30.10.09

Woman is a misbegotten male.

Thought that would get your attention!

So I am thinking....

Why doesn't the Church just get on with it?
Well, considering the Fathers our heritage rests upon, no wonder it is taking them some time to be brave about the issue of women bishops. There is a lot of damage to undo.

Check this lot out from Rosemary Radford Ruether, 'Women-Church Theology and Practice of Feminist Liturgical Communities', Harper and Row, San Francisco, 1985, pp. 137ff

“You are the Devil’s Gateway. It is you who plucked the fruit of the forbidden tree. You are the first who deserted the divine law. You are the one who persuaded him whom even the Devil was not strong enough to attack. All too easily you destroyed the image of God, man. Because of your desert, that is death, even the Son of God had to die. . . Therefore cover your head and your figure with sack-cloth and ashes.”

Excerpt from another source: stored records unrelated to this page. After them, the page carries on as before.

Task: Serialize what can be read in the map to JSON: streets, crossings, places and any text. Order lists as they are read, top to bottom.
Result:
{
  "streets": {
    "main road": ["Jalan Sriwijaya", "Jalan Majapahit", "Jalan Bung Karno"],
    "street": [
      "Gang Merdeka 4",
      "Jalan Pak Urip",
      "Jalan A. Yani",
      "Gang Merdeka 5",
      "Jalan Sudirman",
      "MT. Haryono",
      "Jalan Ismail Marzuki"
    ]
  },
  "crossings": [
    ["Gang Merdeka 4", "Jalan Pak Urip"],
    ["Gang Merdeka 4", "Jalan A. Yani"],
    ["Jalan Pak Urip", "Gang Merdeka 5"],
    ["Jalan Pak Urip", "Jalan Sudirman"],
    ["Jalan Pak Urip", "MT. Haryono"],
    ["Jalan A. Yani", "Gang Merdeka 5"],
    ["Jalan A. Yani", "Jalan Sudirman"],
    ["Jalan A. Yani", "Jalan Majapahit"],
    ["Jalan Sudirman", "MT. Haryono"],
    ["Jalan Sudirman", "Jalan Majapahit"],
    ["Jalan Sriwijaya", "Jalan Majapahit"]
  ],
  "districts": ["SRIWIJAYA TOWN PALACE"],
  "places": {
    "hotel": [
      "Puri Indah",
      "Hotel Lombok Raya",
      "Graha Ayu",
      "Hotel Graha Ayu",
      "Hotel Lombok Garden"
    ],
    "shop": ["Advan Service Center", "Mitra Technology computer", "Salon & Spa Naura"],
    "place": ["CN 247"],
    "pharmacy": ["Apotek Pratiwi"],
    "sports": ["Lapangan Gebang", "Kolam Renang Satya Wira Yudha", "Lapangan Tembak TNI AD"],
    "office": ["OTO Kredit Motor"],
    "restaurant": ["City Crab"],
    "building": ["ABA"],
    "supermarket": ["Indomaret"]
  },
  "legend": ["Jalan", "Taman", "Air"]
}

Augustine, On the Trinity: “Why must a woman cover her head? Because, as I explained before, the woman does not possess the image of God in herself, but only when taken together with the male who is her head, so that the whole substance is one image. But when she is assigned the role as helpmate, a function that pertains to her alone, the she is not the image of God. But as far as the man is concerned, he is by himself alone the image of God, just as fully and completely as when he and the woman are joined together into one.”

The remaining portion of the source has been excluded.